Off topic doesn't have a Rep + button iirc


----------



## neo0031

Incidentally, the "+REP" button on the mobile site is a [email protected] "LIKE" icon...

Something I noticed as an avid user of the mobile interface.


----------



## d-block

Quote:


> Originally Posted by *ACHILEE5*
> 
> Off topic doesn't have a Rep + button iirc



Link

You may be right, but it is still listed. I haven't given anybody rep in there so I don't know for a fact if it works.


----------



## HPE1000

A lot of the time when I put a lot of research in and everything to help someone out, and write out a long and easy to understand response I get no rep, but if I respond with a couple word response to someone else they give me rep, it kind of makes me want to rip my hair out sometimes.

I have learned to get over it, but I would like to see a new way of rep, obviously let the people with current rep carry it over to the new system, but I have noticed you will 9 times out of 10 not get rep from a new member, I still help out obviously, but it just seems that they do not understand it(so it needs to be more obvious to them) and you cannot blame them for not repping.


----------



## Shrak

Quote:


> Originally Posted by *ACHILEE5*
> 
> Off topic doesn't have a Rep + button iirc


Some subsections do, specifically the TV and Movies subsection ( I thought off topic didn't have Rep either until I checked after he posted that )


----------



## ACHILEE5

Quote:


> Originally Posted by *d-block*
> 
> You may be right, but it is still listed. I haven't given anybody rep in there so I don't know for a fact if it works.


Nope, it looks more like I'm wrong








Quote:


> Originally Posted by *Shrak*
> 
> Some subsections do, specifically the TV and Movies subsection ( I thought off topic didn't have Rep either until I checked after he posted that )


If only I had know before becoming a Mod, I'd have owned that section and probably had 1K rep


----------



## nvidiaftw12

Quote:


> Originally Posted by *ACHILEE5*
> 
> Nope, it looks more like I'm wrong
> 
> 
> 
> 
> 
> 
> 
> 
> If only I had know before becoming a Mod, I'd have owned that section and probably had 1K rep


It's a bug from when we transfered to huddler and needs to be reported. There should be no rep anywhere in ot. I have found fs sections with the same problem, made a bug report and they are fixed now.


----------



## ACHILEE5

Quote:


> Originally Posted by *nvidiaftw12*
> 
> It's a bug from when we transfered to huddler and needs to be reported. There should be no rep anywhere in ot. I have found fs sections with the same problem, made a bug report and they are fixed now.

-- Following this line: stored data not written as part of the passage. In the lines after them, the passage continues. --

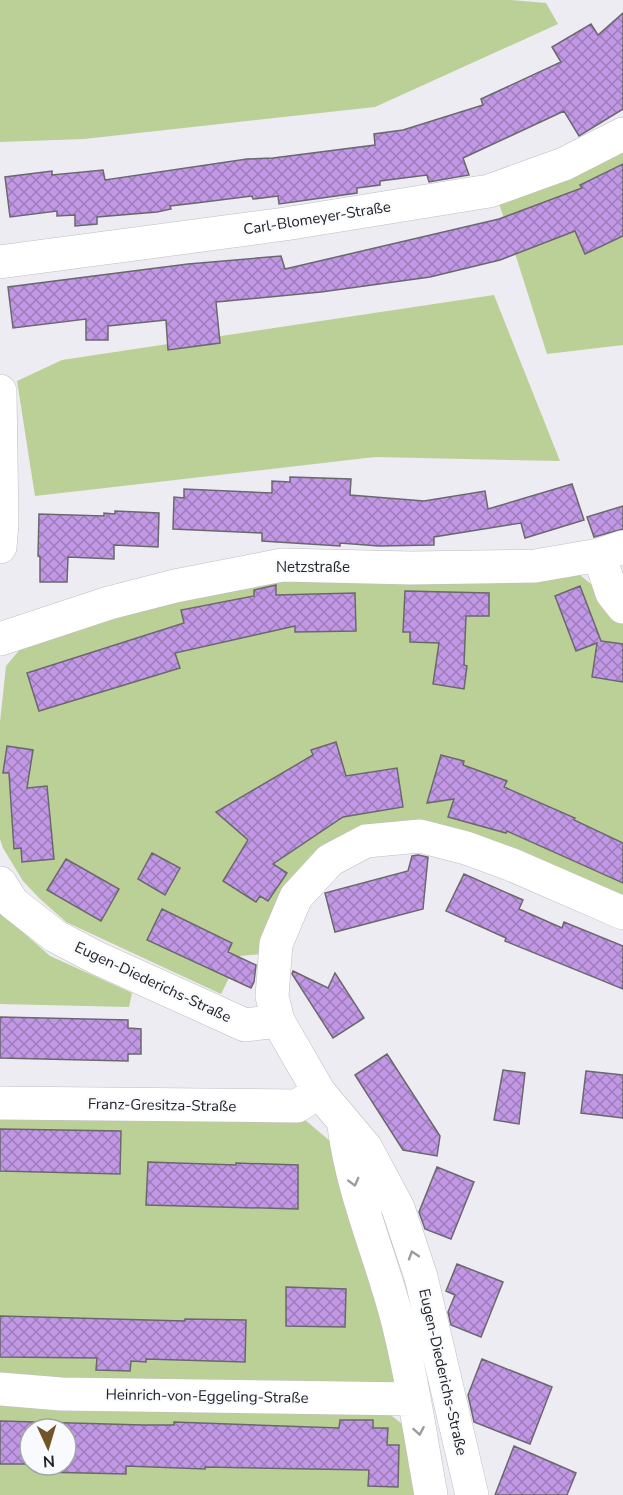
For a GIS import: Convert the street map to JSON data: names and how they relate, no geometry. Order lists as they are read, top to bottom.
{
  "streets": {
    "street": [
      "Carl-Blomeyer-Straße",
      "Netzstraße",
      "Eugen-Diederichs-Straße",
      "Franz-Gresitza-Straße",
      "Heinrich-von-Eggeling-Straße"
    ]
  },
  "crossings": [
    ["Eugen-Diederichs-Straße", "Franz-Gresitza-Straße"]
  ],
  "north": "bottom"
}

I just now reported it, thanks


----------



## nvidiaftw12

Quote:


> Originally Posted by *ACHILEE5*
> 
> I just now reported it, thanks


No problem.


----------



## dava4444

erm.. suggestion.. when new members are fewer than (insert amount of posts here) .. the mods.. *politely* remind them to thank members with the rep+ button. that is our way (on OCN) of giving them a 'thank you' instead of just saying it.

good idea?


----------



## justanoldman

Quote:


> Originally Posted by *dava4444*
> 
> erm.. suggestion.. when new members are fewer than (insert amount of posts here) .. the mods.. *politely* remind them to thank members with the rep+ button. that is our way (on OCN) of giving them a 'thank you' instead of just saying it.
> 
> good idea?


Unfortunately that will most likely not happen. In my opinion, the admins don't want new people to know what rep is or use it. Think about it, new people tend to have a ton of questions and need a lot of help. If every time they got helped they rep+ someone, that is a lot more rep. I think I can honestly say I would have about double the rep I have now if new people knew what it was.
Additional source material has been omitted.